LONDON/PARIS, June 23 (Reuters) - Danone and Kellogg are among 75 consumer goods companies that French authorities have asked to cut prices, according to a list seen by Reuters that sources say the government is using for the initiative.

Finance Minister Bruno Le Maire said on June 9 he had secured a pledge from some companies to cut prices on hundreds of products, under threat of financial sanctions if they fail to follow through.

The French government is using the list, produced by a research group, as a reference for the project, according to three sources with knowledge of the matter. France's economy ministry said it was unable to confirm or deny the list.

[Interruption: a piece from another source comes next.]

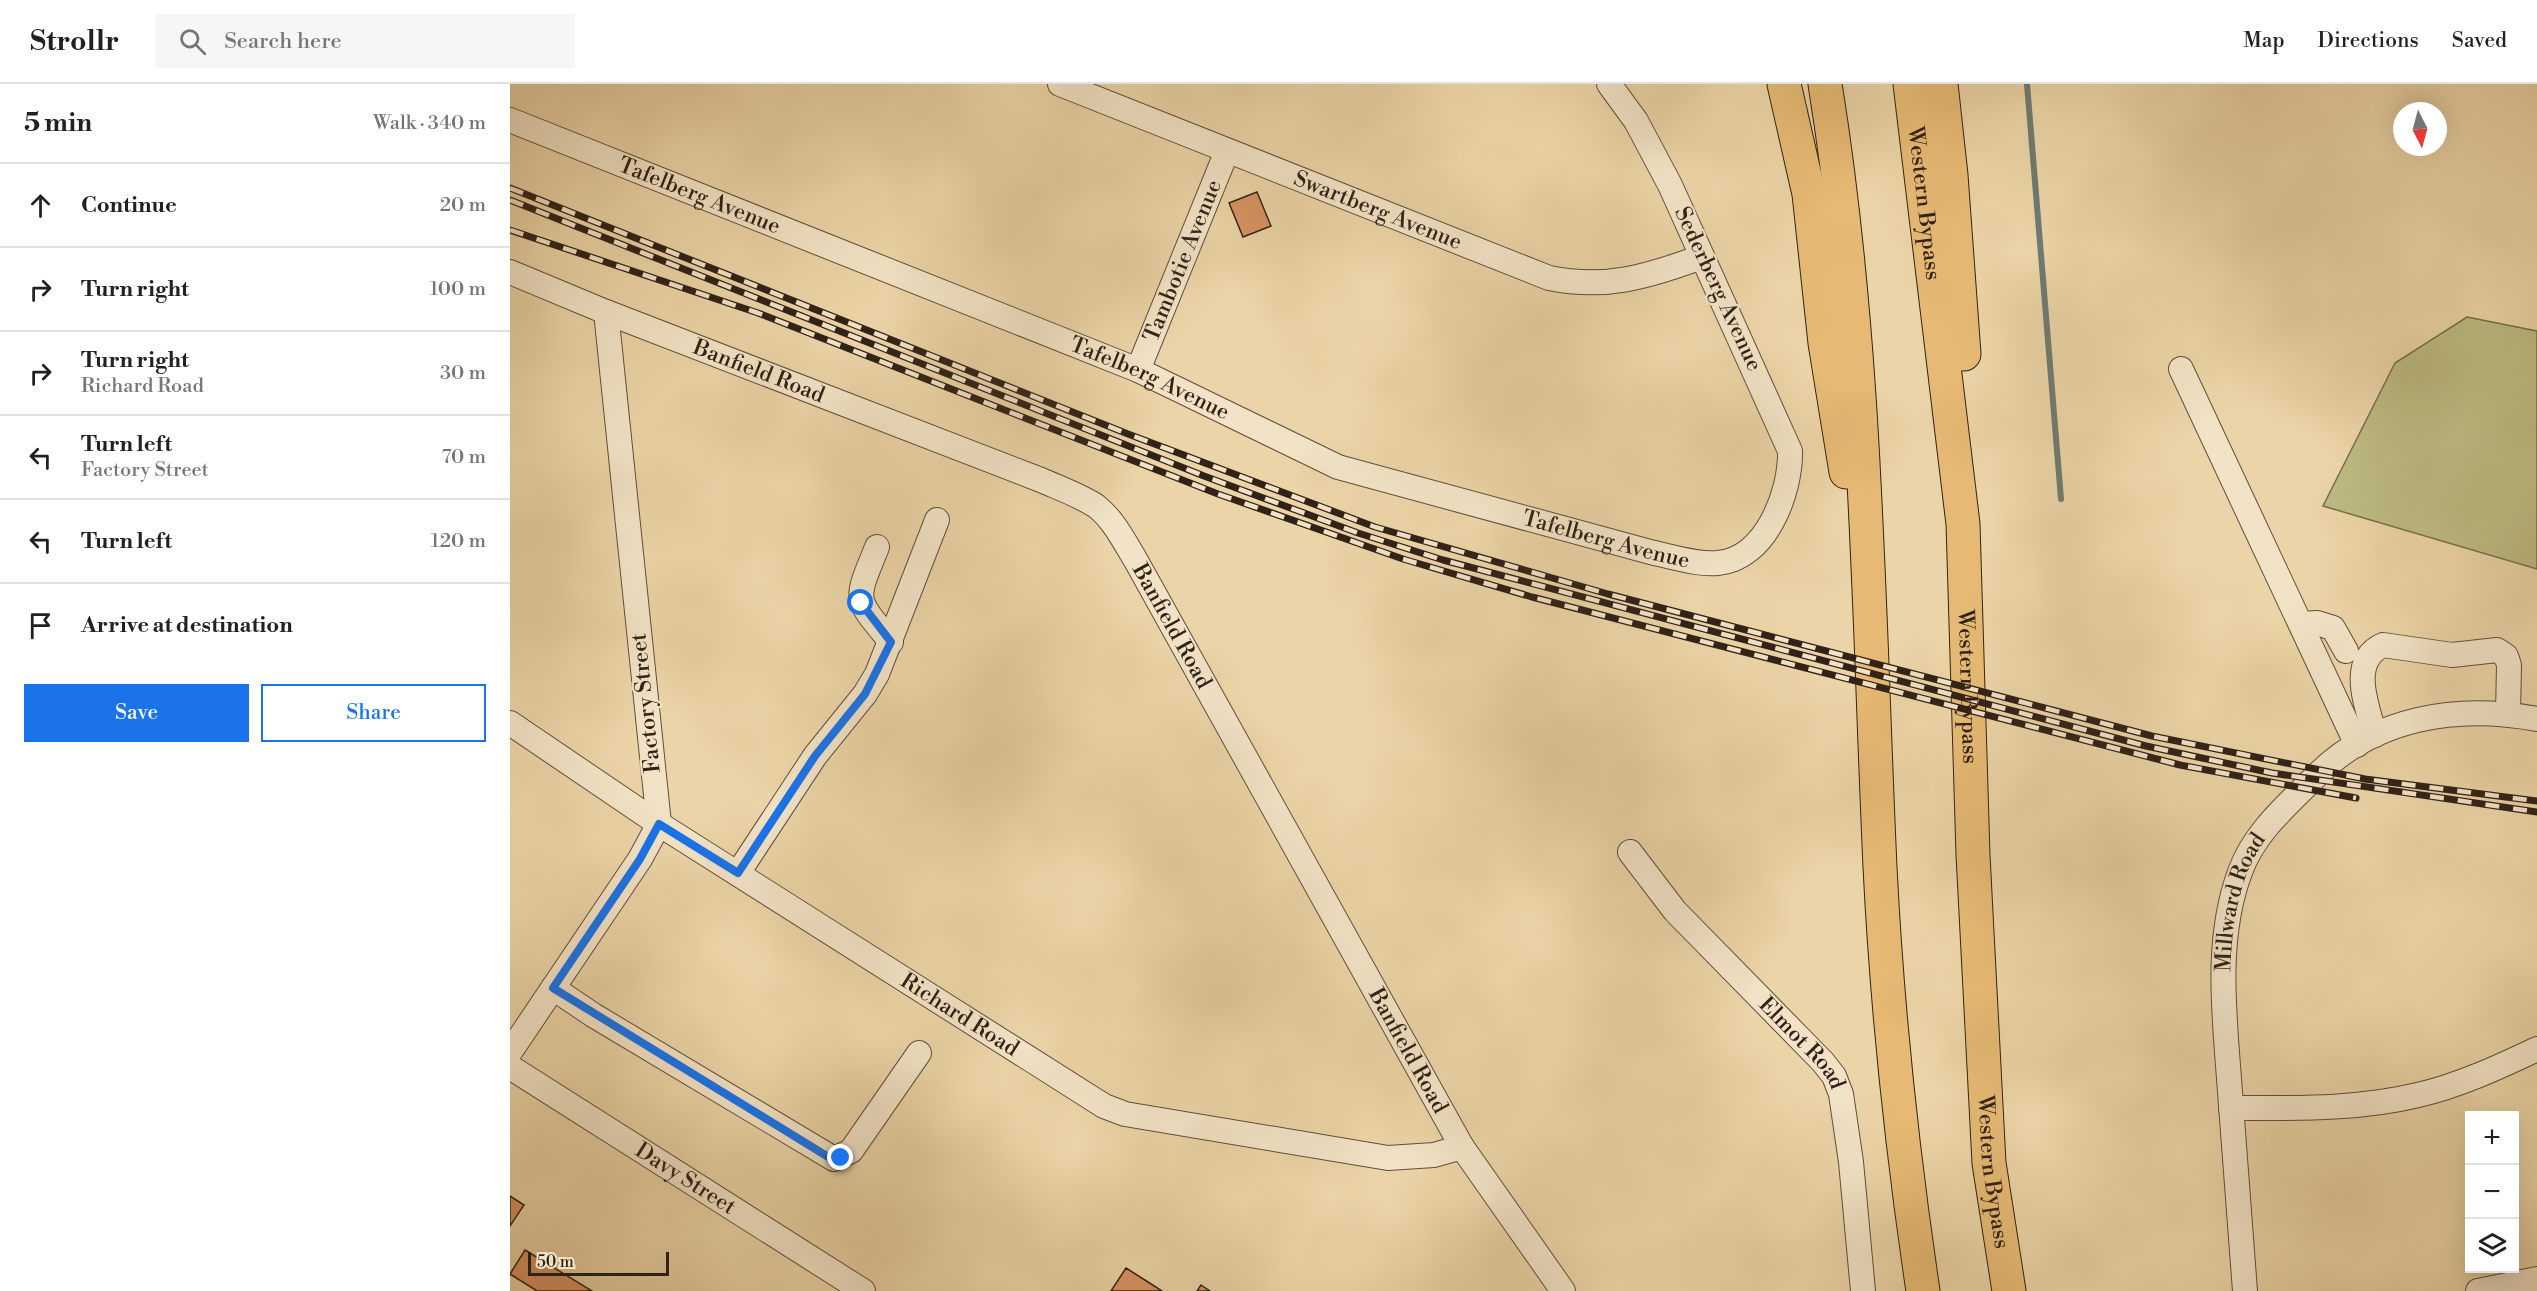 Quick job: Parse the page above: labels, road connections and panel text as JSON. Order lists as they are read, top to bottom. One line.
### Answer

Unilever, the maker of Hellmann's mayonnaise and Knorr soup, told Reuters on June 9 it was one of the companies included in the government's plan. French media recently identified others, including Coca-Cola, Mondelez, and Nestle .

But the list seen by Reuters includes a broad array of food makers such as French agricultural group Avril, as well as some of the world's biggest drink makers including Pernod Ricard .

Danone and Nestle declined to comment, while Kellogg, Coca-Cola, Mondelez and brewer ABI did not respond to a request for comment. Pernod Ricard referred Reuters to its trade body.

The move by the French government, if successful, could strong-arm some of the companies that have had price increases of 10% or more in recent months to reopen negotiations on prices with major retailers, and pressure their profit margins.

French officials have for months been furious at supermarket prices touching record highs even as costs of many food producers' raw materials have been declining.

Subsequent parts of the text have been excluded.